Friday, December 29, 2006

Sporting Linda helps Kiwis' rivals

By BETHANY MARETT - The Timaru Herald | Friday, 29 December 2006


It's not everyday you lend your "sports gear" to the opposition, but for Timaru woman Linda Pullar it's all about sportsmanship.

While Pullar will not be competing in the trans-Tasman 120km endurance horse riding event in Nelson next week, two of her horses will – carrying Australian riders.

While many poeple would question the rivalry, Pullar said it was all about sportsmanship and prestige.

Her Kishon Arabian stud has become internationally known for producing endurance horses with two already sold overseas.

The trans-Tasman event was a good way to enhance that reputation she said.

And athough she still hopes to be selected for the New Zealand team one day, in the meantime she has the satisfaction of seeing the horses she has trained taking part in the event.

Pullar has clocked up nearly 2000km on her nine-year-old horse Kishon Fashamatazz, which one of the Australians will ride.

Kishon Abigail, at seven years old, is not quite as experienced, but will be the ride for a second Australian team member .

While preparing two horses would be work enough, Pullar has also qualified a further two horses as "spare wheels".

Unfortunately one of the wheels has already fallen off as one horse has contracted mud fever due to the recent damp conditions and will not compete.

Kishon Brittany Blue, owned by her daughter Veronica will now be the sole travelling reserve.

The Australian riders will try out the horses the day before the race, then deciding on which to compete.

Pullar said hopping on a new horse was not a problem for experineced riders.

"They know how to drive, and where the gears are, they just have to adjust to the different model."

So is she right?
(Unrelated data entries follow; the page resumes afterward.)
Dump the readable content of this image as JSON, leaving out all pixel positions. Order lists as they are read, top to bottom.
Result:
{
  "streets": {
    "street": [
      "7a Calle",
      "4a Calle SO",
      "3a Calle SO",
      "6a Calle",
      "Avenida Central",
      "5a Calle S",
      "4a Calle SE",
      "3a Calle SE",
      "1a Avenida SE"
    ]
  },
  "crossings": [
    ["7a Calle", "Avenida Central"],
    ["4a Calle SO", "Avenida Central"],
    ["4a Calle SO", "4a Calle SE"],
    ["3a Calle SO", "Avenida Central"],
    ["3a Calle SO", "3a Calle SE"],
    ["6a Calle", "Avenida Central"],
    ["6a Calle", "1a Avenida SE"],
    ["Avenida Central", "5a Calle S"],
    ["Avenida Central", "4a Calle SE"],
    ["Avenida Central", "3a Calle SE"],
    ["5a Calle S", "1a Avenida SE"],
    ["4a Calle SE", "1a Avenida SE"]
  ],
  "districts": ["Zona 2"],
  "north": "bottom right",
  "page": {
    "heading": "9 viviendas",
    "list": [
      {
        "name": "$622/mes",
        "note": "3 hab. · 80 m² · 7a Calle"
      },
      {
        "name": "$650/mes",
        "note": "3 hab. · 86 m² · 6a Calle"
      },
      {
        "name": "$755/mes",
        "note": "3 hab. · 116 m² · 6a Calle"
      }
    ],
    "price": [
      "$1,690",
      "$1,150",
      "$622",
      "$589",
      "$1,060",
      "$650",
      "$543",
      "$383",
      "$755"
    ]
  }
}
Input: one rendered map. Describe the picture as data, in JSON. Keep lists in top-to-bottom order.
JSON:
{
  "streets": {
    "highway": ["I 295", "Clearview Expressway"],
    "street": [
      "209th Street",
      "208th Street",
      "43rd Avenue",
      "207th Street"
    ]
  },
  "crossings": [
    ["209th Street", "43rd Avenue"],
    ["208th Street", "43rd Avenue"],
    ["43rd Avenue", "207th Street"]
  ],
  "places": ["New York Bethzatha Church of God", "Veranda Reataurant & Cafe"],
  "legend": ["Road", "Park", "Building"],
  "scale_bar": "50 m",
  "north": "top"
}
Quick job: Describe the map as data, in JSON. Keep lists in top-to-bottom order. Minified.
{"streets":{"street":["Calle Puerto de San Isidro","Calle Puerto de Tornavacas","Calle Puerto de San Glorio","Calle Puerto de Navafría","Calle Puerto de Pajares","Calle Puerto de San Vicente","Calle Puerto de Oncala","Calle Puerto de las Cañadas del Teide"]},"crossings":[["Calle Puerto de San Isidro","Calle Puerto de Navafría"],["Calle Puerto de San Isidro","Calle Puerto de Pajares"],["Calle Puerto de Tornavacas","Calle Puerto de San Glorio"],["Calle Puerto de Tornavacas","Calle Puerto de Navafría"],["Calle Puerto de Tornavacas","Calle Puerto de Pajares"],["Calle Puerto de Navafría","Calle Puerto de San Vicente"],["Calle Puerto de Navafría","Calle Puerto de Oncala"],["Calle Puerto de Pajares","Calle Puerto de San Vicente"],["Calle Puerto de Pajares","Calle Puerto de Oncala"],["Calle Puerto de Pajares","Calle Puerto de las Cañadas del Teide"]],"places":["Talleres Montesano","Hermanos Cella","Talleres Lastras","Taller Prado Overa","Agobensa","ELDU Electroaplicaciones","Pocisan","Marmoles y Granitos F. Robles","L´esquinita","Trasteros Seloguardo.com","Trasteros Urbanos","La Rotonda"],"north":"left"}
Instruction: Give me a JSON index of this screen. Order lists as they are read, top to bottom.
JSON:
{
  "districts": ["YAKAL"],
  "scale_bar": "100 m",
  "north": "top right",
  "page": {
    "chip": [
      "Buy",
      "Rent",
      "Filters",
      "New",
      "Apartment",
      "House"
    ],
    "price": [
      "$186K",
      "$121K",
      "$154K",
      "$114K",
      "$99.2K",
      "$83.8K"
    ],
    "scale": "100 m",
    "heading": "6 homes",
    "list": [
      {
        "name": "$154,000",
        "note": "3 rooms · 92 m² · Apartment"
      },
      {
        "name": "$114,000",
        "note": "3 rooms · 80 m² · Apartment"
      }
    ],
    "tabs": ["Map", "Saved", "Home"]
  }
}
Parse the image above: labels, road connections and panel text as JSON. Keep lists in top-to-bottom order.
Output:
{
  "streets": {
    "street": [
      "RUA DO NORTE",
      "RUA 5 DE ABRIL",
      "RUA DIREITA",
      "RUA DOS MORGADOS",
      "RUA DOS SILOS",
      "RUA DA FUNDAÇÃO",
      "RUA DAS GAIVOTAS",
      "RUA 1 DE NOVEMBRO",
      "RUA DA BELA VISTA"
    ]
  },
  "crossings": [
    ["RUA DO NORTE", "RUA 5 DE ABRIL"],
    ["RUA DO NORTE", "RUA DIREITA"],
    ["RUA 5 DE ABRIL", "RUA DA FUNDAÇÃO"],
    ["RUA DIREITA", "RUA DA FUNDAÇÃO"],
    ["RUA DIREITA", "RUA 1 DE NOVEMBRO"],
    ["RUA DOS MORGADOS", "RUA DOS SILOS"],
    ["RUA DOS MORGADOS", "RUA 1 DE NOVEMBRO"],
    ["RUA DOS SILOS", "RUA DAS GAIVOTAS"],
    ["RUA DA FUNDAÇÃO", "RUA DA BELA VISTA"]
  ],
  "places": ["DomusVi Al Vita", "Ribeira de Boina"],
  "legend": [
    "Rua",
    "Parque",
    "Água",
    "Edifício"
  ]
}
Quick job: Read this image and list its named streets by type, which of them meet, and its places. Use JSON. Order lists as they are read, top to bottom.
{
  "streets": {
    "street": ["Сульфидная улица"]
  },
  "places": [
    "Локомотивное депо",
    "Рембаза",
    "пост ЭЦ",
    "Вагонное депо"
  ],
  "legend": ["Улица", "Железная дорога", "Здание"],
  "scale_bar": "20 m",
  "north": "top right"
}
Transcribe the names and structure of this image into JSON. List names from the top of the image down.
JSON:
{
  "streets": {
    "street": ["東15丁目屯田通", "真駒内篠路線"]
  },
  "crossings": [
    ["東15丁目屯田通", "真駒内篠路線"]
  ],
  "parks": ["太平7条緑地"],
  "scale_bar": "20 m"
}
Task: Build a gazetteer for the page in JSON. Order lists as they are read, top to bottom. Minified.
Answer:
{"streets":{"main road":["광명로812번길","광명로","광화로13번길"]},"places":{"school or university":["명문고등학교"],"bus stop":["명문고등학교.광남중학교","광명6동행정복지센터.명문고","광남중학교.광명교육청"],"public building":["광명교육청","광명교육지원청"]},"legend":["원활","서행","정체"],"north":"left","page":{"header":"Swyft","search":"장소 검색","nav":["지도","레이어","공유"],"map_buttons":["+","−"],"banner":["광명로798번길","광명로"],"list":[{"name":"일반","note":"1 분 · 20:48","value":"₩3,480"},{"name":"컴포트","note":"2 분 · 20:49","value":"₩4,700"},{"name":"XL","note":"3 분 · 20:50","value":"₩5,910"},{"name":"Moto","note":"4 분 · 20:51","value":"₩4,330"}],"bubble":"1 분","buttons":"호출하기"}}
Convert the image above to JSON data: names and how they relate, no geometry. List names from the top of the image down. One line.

While I haven't ridden for nearly two years and was never a spectacular jockey at the best of times, I took up the offer and saddled up for some endurnace training of my own.

I certainly hope the Australian riders are better than me because after I had spent two minutes on the sprightly Fashamatazz, Pullar suggested I board the somewhat more sedate Brittany.

But after going round the block at an energetic trot I soon understood how a well-trained horse made the rider's job that much easier.

While Brittany might be the "spare wheel" she gave me a great ride home – safely, securely and even left me without a sore bottom.